I don't usually use this blog to "toot my own horn," but I am excited to see some of the work on the Boundaries in the American Mosaic Project finally seeing the light of day.  In addition to work on whiteness and colorblindness by colleagues Doug Hartmann, Paul Croll, and Alex Manning, I have just received word that an article co-authored with Jacqueline Frost has been accepted for publication (minor revisions) in JSSR.  This article elaborates our theoretical understanding of religious belief and practices as formative of symbolic boundaries that anchor identity and play a key role in status politics and claims-making for public resources. Specifically, we look at how different religious beliefs and identities intersect with structural location to shape attitudes toward racial inequality (explanations for African-American inequality and preferences for particular solutions).  I also just received word that our paper on anti-atheist sentiment, a 10-year-followup to our ASR piece, has been accepted by Social Forces (shout out here to co-authors Doug Hartmann, Evan Stewart, and Joseph Gerteis).  This proceeds from a similar theoretical anchor and it explains why anti-atheist sentiment is persistent and durable, shows how it is rooted in specific moral concerns that many Americans have about atheists, and explains why it "spills over" to shape attitudes toward other non-religious persons and groups.

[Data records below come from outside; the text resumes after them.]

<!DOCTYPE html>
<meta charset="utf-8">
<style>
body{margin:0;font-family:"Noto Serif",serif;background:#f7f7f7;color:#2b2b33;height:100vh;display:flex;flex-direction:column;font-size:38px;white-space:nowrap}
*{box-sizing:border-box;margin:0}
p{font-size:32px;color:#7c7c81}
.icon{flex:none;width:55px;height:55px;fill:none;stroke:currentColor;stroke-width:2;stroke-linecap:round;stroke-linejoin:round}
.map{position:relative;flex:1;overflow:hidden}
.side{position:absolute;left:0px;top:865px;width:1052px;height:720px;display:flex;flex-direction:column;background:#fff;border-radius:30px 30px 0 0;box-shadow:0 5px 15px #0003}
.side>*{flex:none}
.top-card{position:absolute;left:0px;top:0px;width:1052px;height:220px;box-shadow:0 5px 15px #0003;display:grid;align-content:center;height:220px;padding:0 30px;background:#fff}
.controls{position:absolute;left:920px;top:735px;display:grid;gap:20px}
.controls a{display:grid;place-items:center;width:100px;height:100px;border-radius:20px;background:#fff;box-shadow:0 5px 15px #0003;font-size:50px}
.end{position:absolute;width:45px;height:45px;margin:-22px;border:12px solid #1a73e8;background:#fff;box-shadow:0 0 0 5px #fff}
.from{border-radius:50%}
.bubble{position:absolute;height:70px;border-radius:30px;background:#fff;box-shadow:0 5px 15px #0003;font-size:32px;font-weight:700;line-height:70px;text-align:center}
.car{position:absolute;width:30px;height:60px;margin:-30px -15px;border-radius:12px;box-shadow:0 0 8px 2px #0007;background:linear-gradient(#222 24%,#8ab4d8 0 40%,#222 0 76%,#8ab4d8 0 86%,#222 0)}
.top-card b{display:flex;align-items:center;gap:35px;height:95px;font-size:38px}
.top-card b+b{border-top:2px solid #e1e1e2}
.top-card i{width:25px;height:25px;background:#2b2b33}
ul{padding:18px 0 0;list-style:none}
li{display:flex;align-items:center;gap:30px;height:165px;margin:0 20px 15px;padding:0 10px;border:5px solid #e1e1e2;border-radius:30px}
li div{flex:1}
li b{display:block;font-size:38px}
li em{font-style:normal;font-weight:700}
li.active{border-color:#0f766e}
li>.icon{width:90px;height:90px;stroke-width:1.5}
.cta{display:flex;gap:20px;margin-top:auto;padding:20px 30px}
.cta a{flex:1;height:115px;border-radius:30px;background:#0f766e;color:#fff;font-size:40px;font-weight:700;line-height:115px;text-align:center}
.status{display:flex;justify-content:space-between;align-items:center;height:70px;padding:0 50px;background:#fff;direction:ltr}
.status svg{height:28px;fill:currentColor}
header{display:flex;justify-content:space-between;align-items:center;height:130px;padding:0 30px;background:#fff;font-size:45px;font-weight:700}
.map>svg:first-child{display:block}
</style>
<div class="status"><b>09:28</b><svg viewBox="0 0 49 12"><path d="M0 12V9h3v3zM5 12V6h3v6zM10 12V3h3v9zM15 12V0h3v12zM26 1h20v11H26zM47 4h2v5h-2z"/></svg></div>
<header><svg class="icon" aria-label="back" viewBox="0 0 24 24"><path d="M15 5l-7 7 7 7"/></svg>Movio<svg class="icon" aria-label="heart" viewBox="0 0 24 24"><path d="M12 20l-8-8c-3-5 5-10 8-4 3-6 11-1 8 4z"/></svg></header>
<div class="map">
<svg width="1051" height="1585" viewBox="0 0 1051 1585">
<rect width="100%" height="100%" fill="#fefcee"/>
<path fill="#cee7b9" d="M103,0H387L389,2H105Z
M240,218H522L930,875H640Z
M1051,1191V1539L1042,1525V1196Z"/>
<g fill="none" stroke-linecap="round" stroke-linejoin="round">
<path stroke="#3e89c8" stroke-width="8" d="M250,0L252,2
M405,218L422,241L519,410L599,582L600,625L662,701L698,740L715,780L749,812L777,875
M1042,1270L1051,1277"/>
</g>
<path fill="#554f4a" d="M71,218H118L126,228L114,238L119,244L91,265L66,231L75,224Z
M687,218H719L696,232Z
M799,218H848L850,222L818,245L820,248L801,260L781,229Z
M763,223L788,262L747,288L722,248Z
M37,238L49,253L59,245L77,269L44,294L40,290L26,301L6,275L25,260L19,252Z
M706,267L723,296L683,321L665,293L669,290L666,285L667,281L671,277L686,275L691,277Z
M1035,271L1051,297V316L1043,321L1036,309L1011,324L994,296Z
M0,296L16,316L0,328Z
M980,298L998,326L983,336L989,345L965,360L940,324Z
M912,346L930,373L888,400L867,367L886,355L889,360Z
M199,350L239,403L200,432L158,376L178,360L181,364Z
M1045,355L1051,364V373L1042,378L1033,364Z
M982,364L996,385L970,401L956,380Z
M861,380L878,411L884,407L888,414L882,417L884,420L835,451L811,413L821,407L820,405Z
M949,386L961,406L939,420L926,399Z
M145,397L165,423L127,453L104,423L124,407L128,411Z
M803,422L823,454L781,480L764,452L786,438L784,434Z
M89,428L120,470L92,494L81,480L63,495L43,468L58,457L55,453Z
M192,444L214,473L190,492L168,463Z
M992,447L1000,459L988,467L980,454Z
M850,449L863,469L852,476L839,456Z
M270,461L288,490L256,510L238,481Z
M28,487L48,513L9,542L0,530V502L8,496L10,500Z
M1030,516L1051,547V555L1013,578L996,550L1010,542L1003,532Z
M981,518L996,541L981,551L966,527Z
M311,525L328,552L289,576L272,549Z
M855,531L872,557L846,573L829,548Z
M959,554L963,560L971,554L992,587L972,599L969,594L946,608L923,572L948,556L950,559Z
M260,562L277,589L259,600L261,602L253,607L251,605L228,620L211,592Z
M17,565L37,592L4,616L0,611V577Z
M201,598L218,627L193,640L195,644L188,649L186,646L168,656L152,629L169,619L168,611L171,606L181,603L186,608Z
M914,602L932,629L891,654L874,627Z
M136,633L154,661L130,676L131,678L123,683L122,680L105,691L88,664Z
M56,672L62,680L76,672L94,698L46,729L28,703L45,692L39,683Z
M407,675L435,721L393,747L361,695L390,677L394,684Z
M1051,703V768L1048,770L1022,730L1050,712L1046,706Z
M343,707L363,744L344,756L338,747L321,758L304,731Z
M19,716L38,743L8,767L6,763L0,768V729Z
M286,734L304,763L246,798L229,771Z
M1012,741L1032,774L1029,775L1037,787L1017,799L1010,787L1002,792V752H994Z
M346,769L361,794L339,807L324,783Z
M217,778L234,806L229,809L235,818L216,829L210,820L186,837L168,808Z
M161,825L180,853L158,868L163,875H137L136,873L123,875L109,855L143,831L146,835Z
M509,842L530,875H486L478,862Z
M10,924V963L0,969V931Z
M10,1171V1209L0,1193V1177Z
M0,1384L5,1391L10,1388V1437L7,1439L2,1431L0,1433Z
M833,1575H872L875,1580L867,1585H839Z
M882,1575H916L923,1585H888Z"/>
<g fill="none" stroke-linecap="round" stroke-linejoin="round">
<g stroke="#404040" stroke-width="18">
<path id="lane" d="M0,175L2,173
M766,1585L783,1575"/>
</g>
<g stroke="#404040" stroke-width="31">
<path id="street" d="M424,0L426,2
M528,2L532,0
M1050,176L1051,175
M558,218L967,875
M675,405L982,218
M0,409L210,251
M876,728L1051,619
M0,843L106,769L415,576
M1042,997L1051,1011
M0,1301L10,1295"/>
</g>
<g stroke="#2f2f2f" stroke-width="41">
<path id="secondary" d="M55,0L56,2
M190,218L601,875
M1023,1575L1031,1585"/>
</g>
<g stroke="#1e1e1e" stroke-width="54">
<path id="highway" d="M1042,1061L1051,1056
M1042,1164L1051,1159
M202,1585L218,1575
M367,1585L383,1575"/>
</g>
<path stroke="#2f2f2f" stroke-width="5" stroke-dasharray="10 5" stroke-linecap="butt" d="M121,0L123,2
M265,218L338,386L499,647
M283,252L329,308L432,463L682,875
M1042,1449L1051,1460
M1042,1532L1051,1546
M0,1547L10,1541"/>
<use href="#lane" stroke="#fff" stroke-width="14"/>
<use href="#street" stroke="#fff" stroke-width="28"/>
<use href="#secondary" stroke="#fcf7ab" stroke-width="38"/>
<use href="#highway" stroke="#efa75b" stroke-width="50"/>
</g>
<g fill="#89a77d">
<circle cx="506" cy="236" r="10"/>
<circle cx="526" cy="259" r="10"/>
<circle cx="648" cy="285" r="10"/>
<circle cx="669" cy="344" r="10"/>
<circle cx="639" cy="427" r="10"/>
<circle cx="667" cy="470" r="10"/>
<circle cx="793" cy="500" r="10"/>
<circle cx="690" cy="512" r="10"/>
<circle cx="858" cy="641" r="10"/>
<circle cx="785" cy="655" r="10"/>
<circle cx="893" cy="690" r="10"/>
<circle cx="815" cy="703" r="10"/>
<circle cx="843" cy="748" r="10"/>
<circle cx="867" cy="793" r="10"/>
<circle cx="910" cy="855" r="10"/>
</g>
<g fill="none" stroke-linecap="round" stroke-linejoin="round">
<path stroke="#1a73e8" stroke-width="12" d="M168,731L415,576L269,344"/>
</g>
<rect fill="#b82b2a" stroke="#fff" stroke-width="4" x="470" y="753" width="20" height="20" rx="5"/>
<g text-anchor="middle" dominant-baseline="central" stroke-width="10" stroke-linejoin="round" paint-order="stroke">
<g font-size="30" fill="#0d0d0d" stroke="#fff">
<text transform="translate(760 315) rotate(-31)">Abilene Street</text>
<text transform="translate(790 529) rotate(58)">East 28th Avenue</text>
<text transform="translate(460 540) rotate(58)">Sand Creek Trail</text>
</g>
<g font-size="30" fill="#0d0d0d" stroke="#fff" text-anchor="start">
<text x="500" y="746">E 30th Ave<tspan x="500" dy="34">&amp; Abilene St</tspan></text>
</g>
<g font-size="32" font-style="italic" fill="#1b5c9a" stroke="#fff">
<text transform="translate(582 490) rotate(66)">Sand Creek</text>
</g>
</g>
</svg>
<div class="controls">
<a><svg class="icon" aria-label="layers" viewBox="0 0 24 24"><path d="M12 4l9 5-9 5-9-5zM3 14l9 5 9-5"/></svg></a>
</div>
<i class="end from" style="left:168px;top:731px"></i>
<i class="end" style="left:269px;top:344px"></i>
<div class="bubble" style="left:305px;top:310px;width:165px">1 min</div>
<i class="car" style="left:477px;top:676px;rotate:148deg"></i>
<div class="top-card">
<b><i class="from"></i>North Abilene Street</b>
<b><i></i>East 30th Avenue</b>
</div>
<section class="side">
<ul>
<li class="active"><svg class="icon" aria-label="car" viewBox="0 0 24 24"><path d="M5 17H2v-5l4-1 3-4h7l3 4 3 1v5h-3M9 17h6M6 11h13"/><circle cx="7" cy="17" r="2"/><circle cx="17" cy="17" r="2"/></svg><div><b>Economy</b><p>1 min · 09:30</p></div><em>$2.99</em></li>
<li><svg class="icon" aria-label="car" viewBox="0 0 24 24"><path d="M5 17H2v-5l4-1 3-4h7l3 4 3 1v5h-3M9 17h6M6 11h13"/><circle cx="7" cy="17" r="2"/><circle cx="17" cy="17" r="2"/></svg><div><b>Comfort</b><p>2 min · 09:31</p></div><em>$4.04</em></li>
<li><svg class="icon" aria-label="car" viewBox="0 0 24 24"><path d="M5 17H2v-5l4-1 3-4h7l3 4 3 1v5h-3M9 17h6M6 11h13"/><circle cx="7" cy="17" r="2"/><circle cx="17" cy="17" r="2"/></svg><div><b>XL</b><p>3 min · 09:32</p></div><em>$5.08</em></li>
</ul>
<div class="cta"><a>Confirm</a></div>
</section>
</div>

I have several reasons to be particularly excited about this happy turn of events.  First, it is quite satisfying to continue my work on religion as a basis for social inclusion and exclusion, something that has motivated my research since my long-ago dissertation project (published as Congregations in Conflict and a piece in Social Problems on race discourse in local churches) and continued through the project that led to publishing Religion and Family in a Changing Society.  To look back across 25 years of work and see your ideas grow and change and lead to a coherent statement on an issue you think is important -- this, of course, means that one is getting older (grin), but it also means all that time and work added up to something substantial.  We don't talk about this enough in academics, I think.  Especially now with all the pressures on the University, the tendency to ask "What have you done lately?" instead of "What are you building?" is something we should perhaps resist more ardently.

Second, it is great to work with the team of folks here at Minnesota, who are constructive and hard-working - and smart as hell.  We raise each other's games, and that's priceless, and the most satisfying thing about making the move here way back in '02.  

And finally, it is incredibly gratifying to mentor and work with such genuinely gifted graduate students (Jacqui Frost and Evan Stewart, and also Jack Delehanty and Alex Manning and Ryan  Steel, and the other terrific students involved in the project).  You should keep an eye out for their work, some of which draws on project data and much of which is entirely their own.  A new "Minnesota School" is not entirely out of the question, I think, anchored in a critical approach to the symbolic and moral dimensions of solidarity that also engages seriously with questions of power, politics, and material inequality.